**TRY IT:**
Once you reach the line containing "Quick job: Describe" in the entries below, write out that line and each one after it down to the line containing "Build a gazetteer for this street", exactly and with nothing added.

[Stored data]
--- START ---

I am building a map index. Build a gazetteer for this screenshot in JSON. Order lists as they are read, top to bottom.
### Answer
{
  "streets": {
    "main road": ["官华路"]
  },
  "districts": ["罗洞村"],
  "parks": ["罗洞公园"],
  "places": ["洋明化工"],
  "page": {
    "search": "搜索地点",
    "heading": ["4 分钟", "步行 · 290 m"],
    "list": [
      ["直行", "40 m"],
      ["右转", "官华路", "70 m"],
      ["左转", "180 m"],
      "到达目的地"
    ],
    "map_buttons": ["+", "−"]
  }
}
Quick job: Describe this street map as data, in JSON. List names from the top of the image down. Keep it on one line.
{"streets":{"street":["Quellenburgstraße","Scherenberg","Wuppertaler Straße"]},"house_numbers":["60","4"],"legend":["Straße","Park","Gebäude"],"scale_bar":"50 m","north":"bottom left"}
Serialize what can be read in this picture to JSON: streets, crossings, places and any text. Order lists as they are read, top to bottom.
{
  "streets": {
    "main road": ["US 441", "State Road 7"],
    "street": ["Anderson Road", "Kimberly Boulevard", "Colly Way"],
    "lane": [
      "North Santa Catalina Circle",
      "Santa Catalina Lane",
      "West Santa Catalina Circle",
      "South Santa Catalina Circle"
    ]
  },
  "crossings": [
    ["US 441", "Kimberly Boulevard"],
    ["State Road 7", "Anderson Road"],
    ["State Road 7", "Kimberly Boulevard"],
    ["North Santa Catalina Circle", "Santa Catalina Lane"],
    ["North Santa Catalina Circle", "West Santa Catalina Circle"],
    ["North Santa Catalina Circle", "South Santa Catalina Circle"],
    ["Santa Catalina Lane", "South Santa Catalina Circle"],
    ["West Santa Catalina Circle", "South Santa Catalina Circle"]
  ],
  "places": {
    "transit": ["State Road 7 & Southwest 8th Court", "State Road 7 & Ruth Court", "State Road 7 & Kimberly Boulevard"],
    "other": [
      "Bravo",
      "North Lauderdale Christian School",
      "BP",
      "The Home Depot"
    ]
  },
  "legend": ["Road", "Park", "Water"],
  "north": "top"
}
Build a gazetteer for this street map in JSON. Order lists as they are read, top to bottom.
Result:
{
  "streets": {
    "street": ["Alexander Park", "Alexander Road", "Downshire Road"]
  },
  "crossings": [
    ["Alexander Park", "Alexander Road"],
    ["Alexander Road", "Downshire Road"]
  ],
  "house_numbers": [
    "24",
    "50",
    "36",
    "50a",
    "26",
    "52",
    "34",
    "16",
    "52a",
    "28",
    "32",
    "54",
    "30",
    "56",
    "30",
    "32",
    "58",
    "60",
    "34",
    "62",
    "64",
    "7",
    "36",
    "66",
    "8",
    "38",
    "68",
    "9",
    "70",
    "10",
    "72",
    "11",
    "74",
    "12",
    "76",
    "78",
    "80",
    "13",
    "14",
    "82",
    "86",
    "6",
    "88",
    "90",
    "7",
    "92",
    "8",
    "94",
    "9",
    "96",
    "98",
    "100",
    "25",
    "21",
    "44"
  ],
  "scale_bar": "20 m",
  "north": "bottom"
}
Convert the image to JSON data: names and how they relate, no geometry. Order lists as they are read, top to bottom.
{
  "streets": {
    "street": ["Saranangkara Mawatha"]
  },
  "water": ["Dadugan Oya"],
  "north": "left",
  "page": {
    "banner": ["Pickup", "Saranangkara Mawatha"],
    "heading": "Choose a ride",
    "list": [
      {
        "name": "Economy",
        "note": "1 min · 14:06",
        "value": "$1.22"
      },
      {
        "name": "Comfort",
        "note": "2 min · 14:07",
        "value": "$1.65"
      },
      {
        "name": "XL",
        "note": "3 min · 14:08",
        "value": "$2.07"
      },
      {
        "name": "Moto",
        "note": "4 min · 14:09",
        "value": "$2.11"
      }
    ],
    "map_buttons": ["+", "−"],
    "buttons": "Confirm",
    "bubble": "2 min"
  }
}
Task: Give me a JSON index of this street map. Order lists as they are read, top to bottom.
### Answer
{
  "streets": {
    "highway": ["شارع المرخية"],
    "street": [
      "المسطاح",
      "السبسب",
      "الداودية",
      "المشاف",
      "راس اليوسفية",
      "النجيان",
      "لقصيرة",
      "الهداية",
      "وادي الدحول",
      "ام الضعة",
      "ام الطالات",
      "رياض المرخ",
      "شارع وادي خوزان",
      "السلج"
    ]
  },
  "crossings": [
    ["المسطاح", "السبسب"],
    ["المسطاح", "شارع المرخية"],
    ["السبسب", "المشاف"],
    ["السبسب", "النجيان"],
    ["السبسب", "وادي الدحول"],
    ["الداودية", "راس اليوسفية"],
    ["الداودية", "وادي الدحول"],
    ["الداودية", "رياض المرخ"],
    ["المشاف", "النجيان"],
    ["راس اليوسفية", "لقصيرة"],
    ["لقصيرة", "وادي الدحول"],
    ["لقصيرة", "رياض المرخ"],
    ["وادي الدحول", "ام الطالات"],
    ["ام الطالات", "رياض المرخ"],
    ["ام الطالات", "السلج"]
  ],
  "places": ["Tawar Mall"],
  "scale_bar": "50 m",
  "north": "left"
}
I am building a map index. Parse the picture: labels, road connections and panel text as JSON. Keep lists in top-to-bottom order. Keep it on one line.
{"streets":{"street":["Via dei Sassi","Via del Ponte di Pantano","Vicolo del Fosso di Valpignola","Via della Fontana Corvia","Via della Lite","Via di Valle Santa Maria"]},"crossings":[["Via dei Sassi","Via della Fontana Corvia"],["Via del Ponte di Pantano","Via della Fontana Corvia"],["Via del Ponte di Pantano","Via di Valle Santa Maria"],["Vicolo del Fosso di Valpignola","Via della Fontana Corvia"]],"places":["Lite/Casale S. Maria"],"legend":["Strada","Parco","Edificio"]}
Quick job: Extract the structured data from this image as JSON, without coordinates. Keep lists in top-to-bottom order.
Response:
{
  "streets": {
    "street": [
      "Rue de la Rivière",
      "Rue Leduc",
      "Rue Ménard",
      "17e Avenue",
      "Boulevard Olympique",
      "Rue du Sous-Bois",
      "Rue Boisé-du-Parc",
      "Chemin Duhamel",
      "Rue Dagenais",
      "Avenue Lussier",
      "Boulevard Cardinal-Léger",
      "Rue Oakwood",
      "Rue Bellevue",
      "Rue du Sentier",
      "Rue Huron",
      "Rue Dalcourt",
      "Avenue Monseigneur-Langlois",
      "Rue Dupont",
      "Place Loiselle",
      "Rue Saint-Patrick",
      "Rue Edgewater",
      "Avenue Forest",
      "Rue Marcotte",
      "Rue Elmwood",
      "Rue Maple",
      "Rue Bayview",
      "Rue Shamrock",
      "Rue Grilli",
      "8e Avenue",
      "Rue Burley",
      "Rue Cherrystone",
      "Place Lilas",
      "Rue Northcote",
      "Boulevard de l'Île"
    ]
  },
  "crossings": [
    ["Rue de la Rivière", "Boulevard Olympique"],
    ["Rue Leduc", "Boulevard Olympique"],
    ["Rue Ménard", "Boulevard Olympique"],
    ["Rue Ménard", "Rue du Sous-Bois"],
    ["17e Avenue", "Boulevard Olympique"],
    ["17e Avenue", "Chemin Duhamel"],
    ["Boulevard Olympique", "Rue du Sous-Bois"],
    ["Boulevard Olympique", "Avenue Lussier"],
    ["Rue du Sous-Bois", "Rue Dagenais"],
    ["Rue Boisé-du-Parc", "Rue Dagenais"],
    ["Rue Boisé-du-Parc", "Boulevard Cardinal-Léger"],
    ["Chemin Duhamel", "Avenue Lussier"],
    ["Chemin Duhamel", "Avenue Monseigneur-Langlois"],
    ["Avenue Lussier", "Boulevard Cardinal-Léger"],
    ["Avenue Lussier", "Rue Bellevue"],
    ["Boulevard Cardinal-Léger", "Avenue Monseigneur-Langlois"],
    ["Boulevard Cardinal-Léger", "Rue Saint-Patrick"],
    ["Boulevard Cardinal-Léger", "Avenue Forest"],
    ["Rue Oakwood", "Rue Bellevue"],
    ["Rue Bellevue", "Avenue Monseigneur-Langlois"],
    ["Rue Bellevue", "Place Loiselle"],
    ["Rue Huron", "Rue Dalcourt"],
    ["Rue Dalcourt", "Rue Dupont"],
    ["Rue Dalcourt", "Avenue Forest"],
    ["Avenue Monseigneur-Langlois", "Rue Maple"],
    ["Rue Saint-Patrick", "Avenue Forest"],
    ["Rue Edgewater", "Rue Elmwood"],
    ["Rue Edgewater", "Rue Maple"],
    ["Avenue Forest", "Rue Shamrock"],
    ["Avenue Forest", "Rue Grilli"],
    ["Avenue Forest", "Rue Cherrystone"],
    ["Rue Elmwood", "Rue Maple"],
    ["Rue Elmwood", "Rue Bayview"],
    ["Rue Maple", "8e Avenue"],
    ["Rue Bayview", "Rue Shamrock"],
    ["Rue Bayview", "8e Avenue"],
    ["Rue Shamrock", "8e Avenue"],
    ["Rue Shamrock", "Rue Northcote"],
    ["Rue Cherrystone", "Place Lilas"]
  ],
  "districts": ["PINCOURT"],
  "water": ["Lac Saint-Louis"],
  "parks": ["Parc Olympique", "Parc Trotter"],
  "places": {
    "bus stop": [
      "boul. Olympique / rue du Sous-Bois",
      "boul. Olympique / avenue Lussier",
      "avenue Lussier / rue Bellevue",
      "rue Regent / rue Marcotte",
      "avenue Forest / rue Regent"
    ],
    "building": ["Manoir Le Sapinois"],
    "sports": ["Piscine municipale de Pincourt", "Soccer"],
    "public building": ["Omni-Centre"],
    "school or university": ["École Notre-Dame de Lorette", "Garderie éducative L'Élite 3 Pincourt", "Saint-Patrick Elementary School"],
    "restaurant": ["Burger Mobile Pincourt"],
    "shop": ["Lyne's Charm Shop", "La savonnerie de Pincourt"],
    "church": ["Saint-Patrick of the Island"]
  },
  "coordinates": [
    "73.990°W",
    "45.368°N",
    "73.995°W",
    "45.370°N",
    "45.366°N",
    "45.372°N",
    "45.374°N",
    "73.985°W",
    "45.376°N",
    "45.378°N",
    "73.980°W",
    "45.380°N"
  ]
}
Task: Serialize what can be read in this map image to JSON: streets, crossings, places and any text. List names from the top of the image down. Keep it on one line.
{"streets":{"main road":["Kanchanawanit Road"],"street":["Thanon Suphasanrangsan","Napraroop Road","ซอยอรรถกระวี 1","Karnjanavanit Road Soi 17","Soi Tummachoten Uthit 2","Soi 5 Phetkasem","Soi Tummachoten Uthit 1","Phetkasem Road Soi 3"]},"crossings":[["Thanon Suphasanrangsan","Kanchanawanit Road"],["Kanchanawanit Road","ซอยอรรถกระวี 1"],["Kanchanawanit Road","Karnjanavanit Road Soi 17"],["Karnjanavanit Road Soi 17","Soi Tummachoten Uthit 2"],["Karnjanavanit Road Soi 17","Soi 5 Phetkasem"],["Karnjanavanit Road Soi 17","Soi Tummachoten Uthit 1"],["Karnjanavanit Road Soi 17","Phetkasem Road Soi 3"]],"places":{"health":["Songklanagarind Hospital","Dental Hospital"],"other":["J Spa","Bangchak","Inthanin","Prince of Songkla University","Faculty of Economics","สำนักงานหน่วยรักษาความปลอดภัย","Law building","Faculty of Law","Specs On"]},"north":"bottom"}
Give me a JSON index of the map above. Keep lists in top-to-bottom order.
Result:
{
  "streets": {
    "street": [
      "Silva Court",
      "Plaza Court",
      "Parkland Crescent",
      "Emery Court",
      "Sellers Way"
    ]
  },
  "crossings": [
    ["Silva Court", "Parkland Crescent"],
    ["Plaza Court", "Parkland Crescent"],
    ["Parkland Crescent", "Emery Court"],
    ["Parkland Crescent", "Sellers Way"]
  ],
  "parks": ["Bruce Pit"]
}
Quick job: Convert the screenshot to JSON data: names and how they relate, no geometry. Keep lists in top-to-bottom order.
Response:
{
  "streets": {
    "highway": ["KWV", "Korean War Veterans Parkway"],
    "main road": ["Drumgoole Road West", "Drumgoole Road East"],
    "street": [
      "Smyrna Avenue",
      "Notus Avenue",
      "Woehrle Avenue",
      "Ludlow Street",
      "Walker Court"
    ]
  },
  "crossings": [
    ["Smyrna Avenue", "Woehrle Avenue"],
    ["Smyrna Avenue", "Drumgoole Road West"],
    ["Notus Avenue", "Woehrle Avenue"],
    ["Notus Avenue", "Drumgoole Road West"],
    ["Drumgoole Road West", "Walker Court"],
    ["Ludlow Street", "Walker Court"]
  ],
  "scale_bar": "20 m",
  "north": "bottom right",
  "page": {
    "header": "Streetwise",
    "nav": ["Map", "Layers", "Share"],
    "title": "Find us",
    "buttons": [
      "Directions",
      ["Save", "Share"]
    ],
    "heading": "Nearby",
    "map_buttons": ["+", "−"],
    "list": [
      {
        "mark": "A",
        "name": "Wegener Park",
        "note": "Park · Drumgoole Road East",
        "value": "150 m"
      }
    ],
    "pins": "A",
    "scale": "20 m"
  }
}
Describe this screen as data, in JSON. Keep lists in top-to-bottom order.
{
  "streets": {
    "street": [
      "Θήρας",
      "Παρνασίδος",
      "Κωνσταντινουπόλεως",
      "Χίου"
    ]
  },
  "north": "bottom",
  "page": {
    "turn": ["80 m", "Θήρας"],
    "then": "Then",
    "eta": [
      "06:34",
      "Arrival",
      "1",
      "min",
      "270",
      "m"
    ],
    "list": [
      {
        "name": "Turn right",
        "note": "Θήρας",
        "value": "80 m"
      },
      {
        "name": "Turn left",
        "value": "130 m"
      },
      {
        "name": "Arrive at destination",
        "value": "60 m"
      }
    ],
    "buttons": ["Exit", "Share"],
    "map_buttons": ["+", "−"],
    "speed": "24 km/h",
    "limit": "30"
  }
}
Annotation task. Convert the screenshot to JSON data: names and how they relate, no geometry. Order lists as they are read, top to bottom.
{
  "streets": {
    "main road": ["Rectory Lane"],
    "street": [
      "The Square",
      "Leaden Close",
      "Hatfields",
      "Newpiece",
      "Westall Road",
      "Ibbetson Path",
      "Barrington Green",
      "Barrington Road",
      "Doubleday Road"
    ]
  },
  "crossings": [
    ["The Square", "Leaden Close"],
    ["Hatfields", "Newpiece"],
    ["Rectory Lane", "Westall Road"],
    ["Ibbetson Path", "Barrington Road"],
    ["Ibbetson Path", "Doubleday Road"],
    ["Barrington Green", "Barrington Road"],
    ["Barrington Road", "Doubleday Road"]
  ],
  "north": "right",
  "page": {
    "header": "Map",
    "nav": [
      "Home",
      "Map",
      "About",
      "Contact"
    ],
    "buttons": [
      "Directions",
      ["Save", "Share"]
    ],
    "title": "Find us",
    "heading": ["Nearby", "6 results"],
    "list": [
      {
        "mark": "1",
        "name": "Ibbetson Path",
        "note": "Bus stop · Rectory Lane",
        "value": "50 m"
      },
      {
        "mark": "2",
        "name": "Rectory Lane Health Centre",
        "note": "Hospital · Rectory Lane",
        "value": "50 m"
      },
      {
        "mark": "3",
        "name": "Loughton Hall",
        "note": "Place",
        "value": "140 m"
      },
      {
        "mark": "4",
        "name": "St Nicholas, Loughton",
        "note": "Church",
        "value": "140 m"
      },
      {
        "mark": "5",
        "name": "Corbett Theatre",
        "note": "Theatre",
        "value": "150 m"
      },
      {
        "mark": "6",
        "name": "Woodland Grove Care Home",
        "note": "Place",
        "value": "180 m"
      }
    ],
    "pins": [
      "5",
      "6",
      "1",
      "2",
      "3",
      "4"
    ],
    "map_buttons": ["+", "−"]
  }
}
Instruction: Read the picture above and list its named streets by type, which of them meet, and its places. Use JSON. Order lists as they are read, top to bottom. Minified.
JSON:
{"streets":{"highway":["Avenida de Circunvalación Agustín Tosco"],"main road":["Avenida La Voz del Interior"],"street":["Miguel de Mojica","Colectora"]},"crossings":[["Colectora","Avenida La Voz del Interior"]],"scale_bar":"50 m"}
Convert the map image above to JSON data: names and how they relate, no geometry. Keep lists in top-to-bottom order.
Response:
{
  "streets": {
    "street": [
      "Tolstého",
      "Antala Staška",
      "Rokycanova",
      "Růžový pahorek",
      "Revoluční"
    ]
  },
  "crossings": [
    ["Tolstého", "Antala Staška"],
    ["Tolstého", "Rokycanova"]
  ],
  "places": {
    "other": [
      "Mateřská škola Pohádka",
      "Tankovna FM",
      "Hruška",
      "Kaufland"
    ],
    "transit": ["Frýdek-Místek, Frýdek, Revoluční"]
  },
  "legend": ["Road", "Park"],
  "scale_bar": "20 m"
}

--- END ---

**WRITTEN SOLUTION:**
Quick job: Describe this street map as data, in JSON. List names from the top of the image down. Keep it on one line.
{"streets":{"street":["Quellenburgstraße","Scherenberg","Wuppertaler Straße"]},"house_numbers":["60","4"],"legend":["Straße","Park","Gebäude"],"scale_bar":"50 m","north":"bottom left"}
Serialize what can be read in this picture to JSON: streets, crossings, places and any text. Order lists as they are read, top to bottom.
{
  "streets": {
    "main road": ["US 441", "State Road 7"],
    "street": ["Anderson Road", "Kimberly Boulevard", "Colly Way"],
    "lane": [
      "North Santa Catalina Circle",
      "Santa Catalina Lane",
      "West Santa Catalina Circle",
      "South Santa Catalina Circle"
    ]
  },
  "crossings": [
    ["US 441", "Kimberly Boulevard"],
    ["State Road 7", "Anderson Road"],
    ["State Road 7", "Kimberly Boulevard"],
    ["North Santa Catalina Circle", "Santa Catalina Lane"],
    ["North Santa Catalina Circle", "West Santa Catalina Circle"],
    ["North Santa Catalina Circle", "South Santa Catalina Circle"],
    ["Santa Catalina Lane", "South Santa Catalina Circle"],
    ["West Santa Catalina Circle", "South Santa Catalina Circle"]
  ],
  "places": {
    "transit": ["State Road 7 & Southwest 8th Court", "State Road 7 & Ruth Court", "State Road 7 & Kimberly Boulevard"],
    "other": [
      "Bravo",
      "North Lauderdale Christian School",
      "BP",
      "The Home Depot"
    ]
  },
  "legend": ["Road", "Park", "Water"],
  "north": "top"
}
Build a gazetteer for this street map in JSON. Order lists as they are read, top to bottom.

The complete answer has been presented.